While the Fed has been peddling the narrative that the lift in US inflation is transitory, the risk is higher US inflation persists longer than expected, because it is driven by supply disruptions, and firmer post-lockdown aggregate demand, says chief macro strategist at PinPoint Macro Analytics, Richard Grace.
Under these economic conditions, the bond market will continue to adjust higher, as will the USD, in anticipation the Fed will lift interest rates sooner than current market pricing of mid to late 2022. Gold prices will remain well-supported, until there is either a notable rise in US yields (generating a fall in real US bond yields), or a significant appreciation of the USD. Market participants need to be assured that inflation is under-control before the gold price trends lower, says Grace.
Higher inflation drives bond yields higher
US CPI inflation rose 0.9% (MoM) significantly more than expected in October, driven by a broad-base of factors. The annual rate of inflation lifted from 5.4% in September to 6.2% in October, to an almost 30 year high. The biggest contributors to inflation in the month were energy, food, shelter, and used vehicles (transport). Core inflation (ex food and energy) also rose more than expected, lifting the annual rate to 4.6%. Supply constraints and the recent lift in US producer prices (PPI wholesale inflation) has been signalling the risk of higher than expected CPI inflation for some time.

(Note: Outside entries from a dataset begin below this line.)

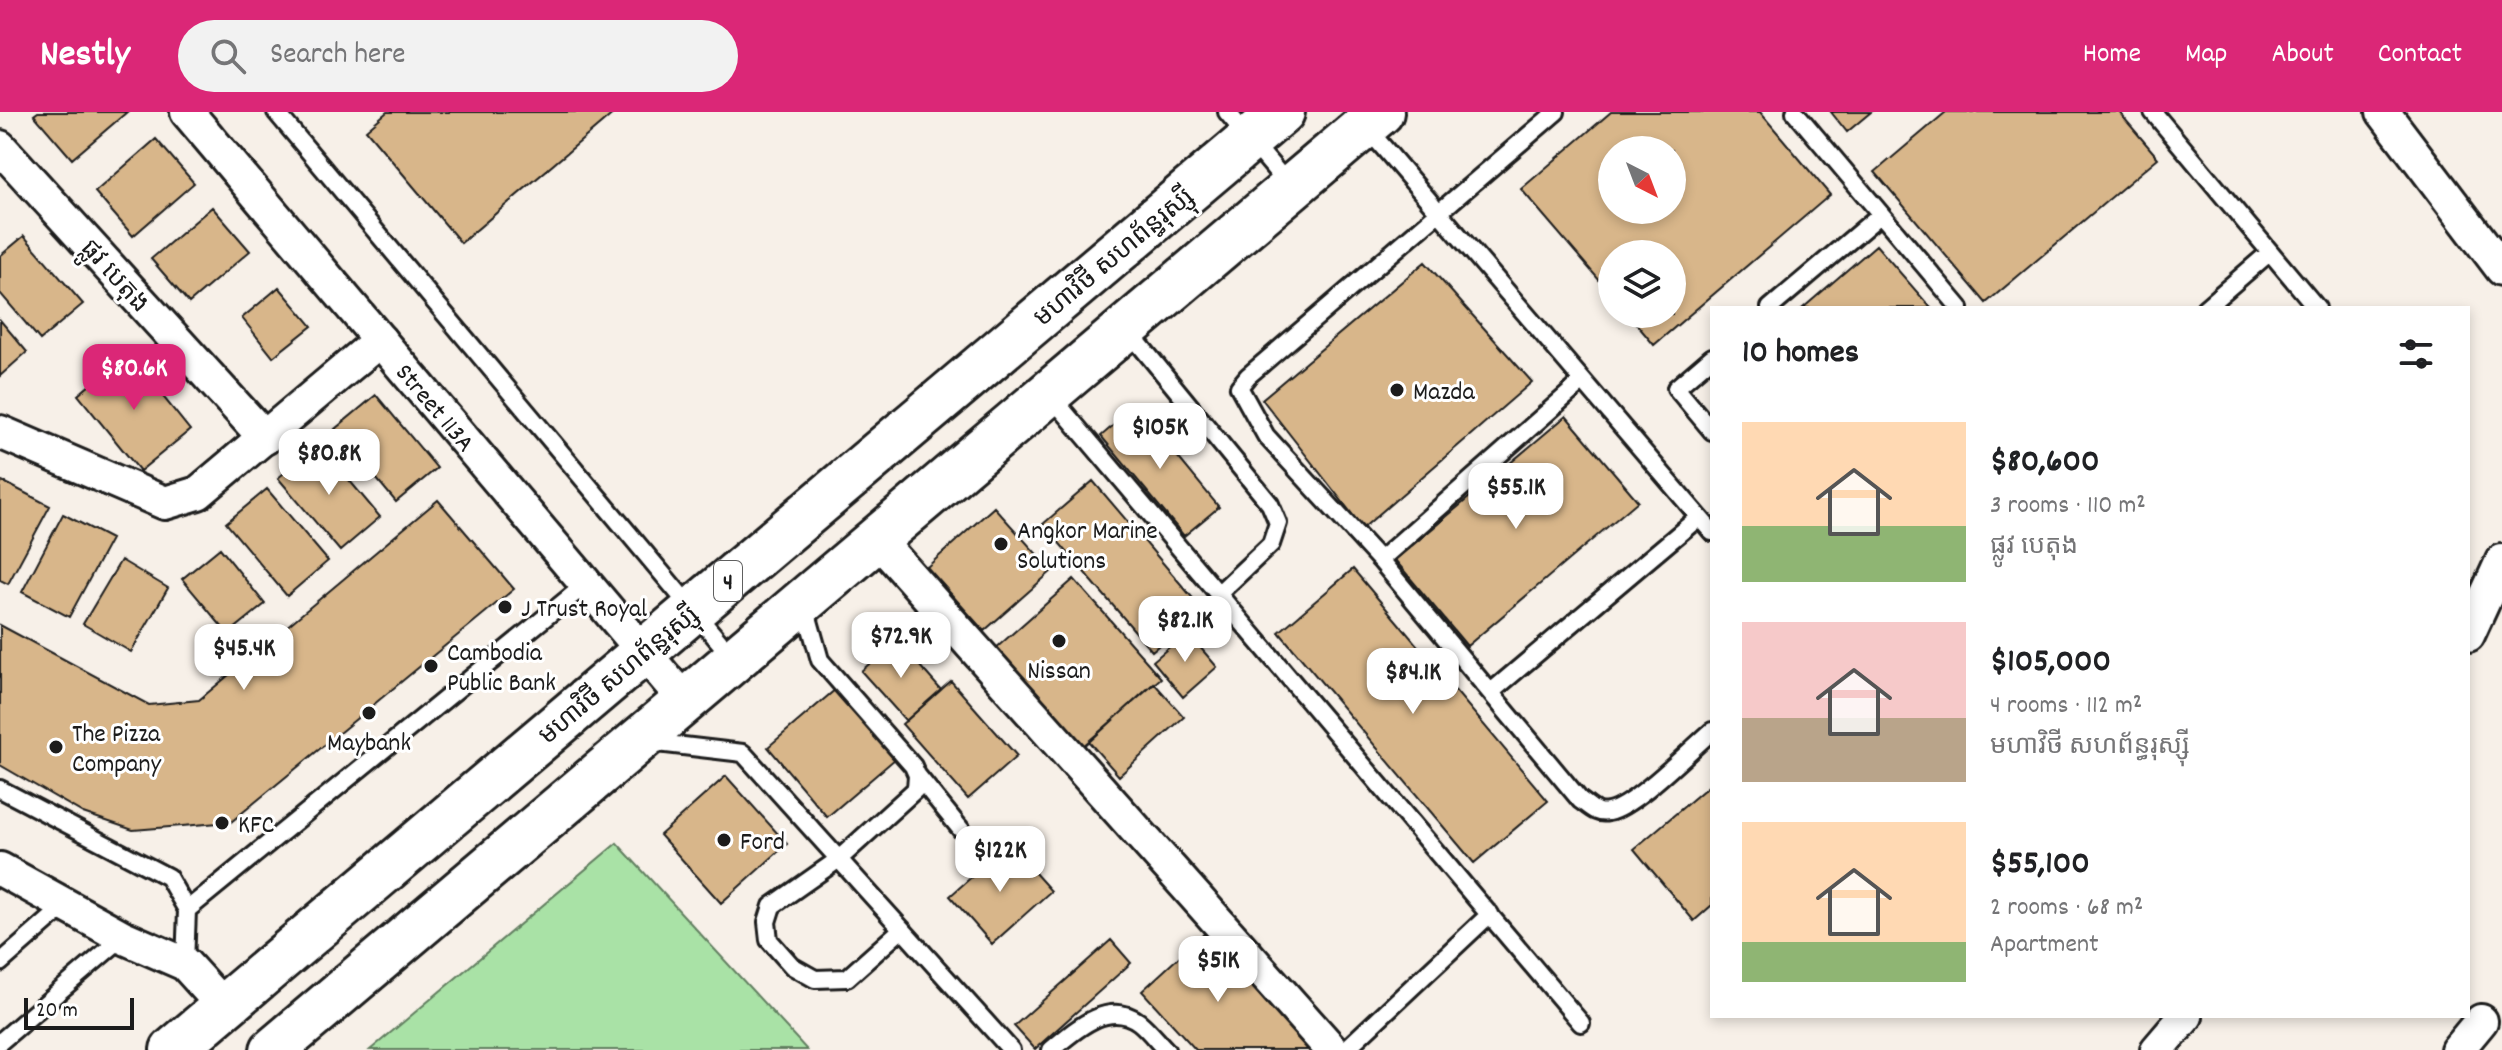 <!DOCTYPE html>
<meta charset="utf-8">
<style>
body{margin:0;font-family:Dekko,"Noto Sans Khmer",sans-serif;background:#f2f2f2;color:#202124;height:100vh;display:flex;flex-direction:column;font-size:30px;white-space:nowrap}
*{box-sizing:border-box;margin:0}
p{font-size:26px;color:#757577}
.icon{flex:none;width:44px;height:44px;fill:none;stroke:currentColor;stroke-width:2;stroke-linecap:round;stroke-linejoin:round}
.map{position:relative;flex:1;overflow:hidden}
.panel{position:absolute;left:1710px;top:194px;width:760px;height:712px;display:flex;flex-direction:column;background:#fff;border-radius:0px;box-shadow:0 4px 12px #0003}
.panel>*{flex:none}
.needle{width:52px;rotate:138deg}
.controls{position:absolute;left:1598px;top:24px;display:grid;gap:16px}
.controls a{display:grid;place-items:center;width:88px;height:88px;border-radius:50%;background:#fff;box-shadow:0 4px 12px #0003;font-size:40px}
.scale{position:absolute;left:24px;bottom:20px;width:110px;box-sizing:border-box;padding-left:8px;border:4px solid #1c1c1c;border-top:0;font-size:22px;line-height:28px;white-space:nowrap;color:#1c1c1c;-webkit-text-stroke:6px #fff;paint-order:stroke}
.price{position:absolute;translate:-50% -68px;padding:0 18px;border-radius:16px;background:#fff;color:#222;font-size:26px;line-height:52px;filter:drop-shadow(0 2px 4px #0008)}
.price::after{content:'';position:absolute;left:50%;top:48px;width:24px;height:18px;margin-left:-12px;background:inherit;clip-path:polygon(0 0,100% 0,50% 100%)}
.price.current{background:#db2777;color:#fff}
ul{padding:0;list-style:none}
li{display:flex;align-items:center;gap:24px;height:200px;padding:0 32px}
li span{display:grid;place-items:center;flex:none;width:224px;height:160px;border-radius:0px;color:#555}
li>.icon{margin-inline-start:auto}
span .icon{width:96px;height:96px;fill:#fffc;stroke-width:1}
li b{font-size:34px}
h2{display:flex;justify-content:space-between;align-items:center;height:96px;padding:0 32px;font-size:34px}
header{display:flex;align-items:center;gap:48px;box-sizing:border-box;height:112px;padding:0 40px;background:#db2777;color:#fff}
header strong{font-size:38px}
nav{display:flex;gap:44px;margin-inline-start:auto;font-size:28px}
.search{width:560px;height:72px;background:#f2f2f2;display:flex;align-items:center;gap:20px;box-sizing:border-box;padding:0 28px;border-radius:44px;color:#757577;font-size:30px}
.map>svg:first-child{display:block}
</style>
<header>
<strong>Nestly</strong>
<div class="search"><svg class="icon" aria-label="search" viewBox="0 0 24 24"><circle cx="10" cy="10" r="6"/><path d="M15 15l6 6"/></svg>Search here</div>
<nav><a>Home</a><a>Map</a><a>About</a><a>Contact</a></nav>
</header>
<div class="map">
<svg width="2502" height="938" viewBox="0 0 2502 938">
<rect width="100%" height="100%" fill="#f7f0e8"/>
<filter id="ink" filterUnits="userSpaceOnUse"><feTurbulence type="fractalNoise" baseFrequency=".0125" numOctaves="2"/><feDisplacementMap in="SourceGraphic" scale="16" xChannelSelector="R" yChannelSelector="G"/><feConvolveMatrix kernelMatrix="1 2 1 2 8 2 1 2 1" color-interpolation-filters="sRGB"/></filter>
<g filter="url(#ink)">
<path fill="#a9e2a6" stroke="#627f61" stroke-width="2" d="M617 731 807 938H370Z"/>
<path fill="#d8b68a" stroke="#1c1c1c" stroke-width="2" fill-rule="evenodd" d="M38 0H127L72 47 34 3Z
M387 0H615L461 131 366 18Z
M1611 0H1760L1830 83 1654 233 1628 202H1672V142H1612V183L1521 77ZM1612 38H1672V98H1612Z
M1831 0H1871L1847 20Z
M1946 0H2119L2158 46 1986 191 1875 60Z
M156 27 194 71 133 124 95 80Z
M212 95 250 139 189 191 151 147Z
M24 124 83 192 40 228 0 181V144Z
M1876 133 1931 196H1803Z
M1425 150 1532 270 1363 416 1262 287Z
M279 175 312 214 273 245 242 206Z
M0 208 27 240 0 264Z
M128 241 190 318 140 359 78 283Z
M376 283 437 356 396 390 335 317Z
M1136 294 1219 395 1184 424 1101 324Z
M1566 304 1638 389 1467 534 1395 448Z
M319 332 380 405 340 439 278 366Z
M2 369 50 394 8 472 0 468V373Z
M1093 369 1202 497 1152 539 1043 412Z
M267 377 328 449 287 484 226 411Z
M438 388 514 477 231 710 133 718 83 701 0 653V513L149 593 199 588Z
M994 395 1052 459 984 519 927 455Z
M63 402 111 427 69 505 22 480Z
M220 436 265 492 228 522 182 467Z
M121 448 168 476 131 540 83 512Z
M1353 457 1548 689 1474 751 1279 520Z
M1074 467 1161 566 1082 635 995 537Z
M1187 520 1217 555 1183 585 1153 549Z
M897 528 941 578 906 609 861 559Z
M951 569 1017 644 968 687 902 612Z
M1154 571 1184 605 1119 664 1089 630Z
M836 577 895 647 827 705 768 635Z
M726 664 787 732 721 791 660 723Z
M1712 671V793L1694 809 1634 737Z
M1009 732 1051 779 992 832 950 784Z
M1205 821 1309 937 1308 938H1196L1142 879Z
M1111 828 1131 851 1035 937 1014 914Z"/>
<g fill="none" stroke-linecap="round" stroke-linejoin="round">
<g stroke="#1c1c1c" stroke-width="22">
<path id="service" d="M276 0 732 545
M1227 0 1290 75
M1556 0 1248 264 1239 275 1266 324 1380 448 1580 688C1589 694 1596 703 1608 700 1633 696 1690 638 1712 619
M1795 0 1960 196
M2153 0 2317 196
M1366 15 1712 420
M1770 196 1881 102
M2205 196 2270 140
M1127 217 1270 392 1278 411 1271 432 1218 482
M1712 245 1676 276 1712 319
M1050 283 1581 911
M1380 448 1583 269
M804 491 820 548 913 654 917 663 916 677 839 747 772 794 767 810 769 828 792 854 815 867 847 866 902 817
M1491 580 1699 405
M649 630 743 641 1011 938
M917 663 971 730
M0 677 168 765 187 798 185 852
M187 798 586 472
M0 851 65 794
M0 930 123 825
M1051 938C1075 918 1108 887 1139 910 1149 918 1157 929 1166 938
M1345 938 1490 802"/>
</g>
<g stroke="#1c1c1c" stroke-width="38">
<g id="minor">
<path id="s1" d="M187 0 685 589"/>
<path d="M2383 0 2502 157"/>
<path d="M0 35 265 326"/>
<path d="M0 320 165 391 198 381 380 228"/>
<path d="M877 427 1332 938"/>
<path d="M2468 523 2502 449"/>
<path d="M0 757 123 825 185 852 224 895"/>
<path d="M2157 938 2186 904"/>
<path d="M2457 938 2481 909"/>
</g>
</g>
<g stroke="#1c1c1c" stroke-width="50">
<path id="trunk" d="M173 938 1282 0
M273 938 1381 0"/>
</g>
<use href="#service" stroke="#fff" stroke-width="16"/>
<use href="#minor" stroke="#fff" stroke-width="32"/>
<use href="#trunk" stroke="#fff" stroke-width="44"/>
</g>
</g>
<g fill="#1c1c1c" stroke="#fff" stroke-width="3">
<circle cx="1397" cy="278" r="8"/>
<circle cx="1001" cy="432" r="8"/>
<circle cx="505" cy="495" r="8"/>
<circle cx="1059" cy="529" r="8"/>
<circle cx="431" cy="554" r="8"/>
<circle cx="369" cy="601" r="8"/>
<circle cx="56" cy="635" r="8"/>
<circle cx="222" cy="711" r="8"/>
<circle cx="724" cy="728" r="8"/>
</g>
<g text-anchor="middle" stroke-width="6" stroke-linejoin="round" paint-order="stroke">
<rect fill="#fff" stroke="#606060" stroke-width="2" x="714" y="449" width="28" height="40" rx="6"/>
<g font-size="24" font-weight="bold" fill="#1c1c1c">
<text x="728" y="477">4</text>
</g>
<g font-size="26" fill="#1c1c1c" stroke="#fff">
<text transform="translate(1113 144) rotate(-40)" y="9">មហាវិថី សហព័ន្ធរុស្ស៊ី</text>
<text transform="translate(116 163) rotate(48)" y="9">ផ្លូវ បេតុង</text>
<text dy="9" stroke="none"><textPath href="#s1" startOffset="386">Street 113A</textPath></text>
<text transform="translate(618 562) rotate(-40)" y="9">មហាវិថី សហព័ន្ធរុស្ស៊ី</text>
</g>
<g font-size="26" fill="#1c1c1c" stroke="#fff" text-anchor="start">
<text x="1413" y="287">Mazda</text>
<text x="1017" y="426">Angkor Marine<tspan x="1017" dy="30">Solutions</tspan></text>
<text x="521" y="504">J Trust Royal</text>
<text x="447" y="548">Cambodia<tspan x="447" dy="30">Public Bank</tspan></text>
<text x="1059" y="566" text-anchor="middle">Nissan</text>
<text x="72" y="629">The Pizza<tspan x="72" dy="30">Company</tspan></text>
<text x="369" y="638" text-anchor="middle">Maybank</text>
<text x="238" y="720">KFC</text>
<text x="740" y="737">Ford</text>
</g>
</g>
</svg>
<div class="controls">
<a><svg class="needle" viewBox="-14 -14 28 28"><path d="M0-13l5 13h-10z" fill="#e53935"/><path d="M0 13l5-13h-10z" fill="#757577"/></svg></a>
<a><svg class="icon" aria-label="layers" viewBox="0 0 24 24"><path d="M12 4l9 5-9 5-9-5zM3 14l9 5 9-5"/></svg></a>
</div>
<div class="scale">20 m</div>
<b class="price current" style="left:134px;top:300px">$80.6K</b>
<b class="price" style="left:1160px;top:359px">$105K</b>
<b class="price" style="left:329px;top:385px">$80.8K</b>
<b class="price" style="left:1516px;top:419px">$55.1K</b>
<b class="price" style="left:1185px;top:552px">$82.1K</b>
<b class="price" style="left:901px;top:568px">$72.9K</b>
<b class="price" style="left:244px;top:580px">$45.4K</b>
<b class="price" style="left:1413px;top:604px">$84.1K</b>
<b class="price" style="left:1000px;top:782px">$122K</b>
<b class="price" style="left:1218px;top:892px">$51K</b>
<section class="panel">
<h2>10 homes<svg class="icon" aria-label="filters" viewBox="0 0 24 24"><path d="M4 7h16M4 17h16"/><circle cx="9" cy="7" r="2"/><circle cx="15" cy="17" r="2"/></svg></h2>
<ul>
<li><span style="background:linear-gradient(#ffd9b3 65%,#8fb573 0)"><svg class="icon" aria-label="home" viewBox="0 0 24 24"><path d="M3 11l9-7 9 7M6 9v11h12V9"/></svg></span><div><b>$80,600</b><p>3 rooms · 110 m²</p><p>ផ្លូវ បេតុង</p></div></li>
<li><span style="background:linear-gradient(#f6c9c9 60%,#b9a48a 0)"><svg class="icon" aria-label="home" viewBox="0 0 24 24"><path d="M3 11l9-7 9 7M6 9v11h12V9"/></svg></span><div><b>$105,000</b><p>4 rooms · 112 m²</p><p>មហាវិថី សហព័ន្ធរុស្ស៊ី</p></div></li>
<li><span style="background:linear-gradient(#ffd9b3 75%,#8fb573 0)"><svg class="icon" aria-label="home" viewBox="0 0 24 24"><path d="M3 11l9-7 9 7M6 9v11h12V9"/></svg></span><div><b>$55,100</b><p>2 rooms · 68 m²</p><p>Apartment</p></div></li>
</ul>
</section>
</div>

The impact of higher-than-expected US inflation drove a lift in US bond yields. Yields lifted right across the curve. Notably, those yields most-sensitive to rising inflation pressures at the long end of the curve, lifted the most, with the 10-year up a large 13bps on the day, to 1.56%. The US 30-year bond yield also rose, partly driven by poor demand in the day’s 30 year treasury auction.
Higher bond yields drive the USD higher
The lift in US bond yields, drove the USD higher. With the USD quite sensitive to higher US bond yields (see charts below). CFTC non-commercial (speculative) positions on the Chicago Mercantile Exchange (CME) have been signalling for quite some time that market participants are anticipating a higher USD. The increase in accumulated long USD positions since mid 2021, has been driven by market participants’ concerns that higher US inflation would generate higher US bond yields and result in a firmer USD.
Gold prices sensitive to higher US inflation, lower US bond yields
The risk (and outcome) of higher US inflation has lifted the demand for gold. Gold is perceived to be a traditional inflation hedge. Gold prices tend to rise when US inflation lifts, and when US inflation lifts enough to lower real (inflation-adjusted) bond yields (see charts below).
Gold prices therefore have an inverse relationship to US real bond yields. In other words, as real US yields go down, the USD gold price goes up. While a firmer USD can at times dampen the gold price, when the catalyst in the market is significantly higher than expected inflation, and a large jump in bond yields, gold prices will react more to that and lift, than they will to a slight firming in the USD.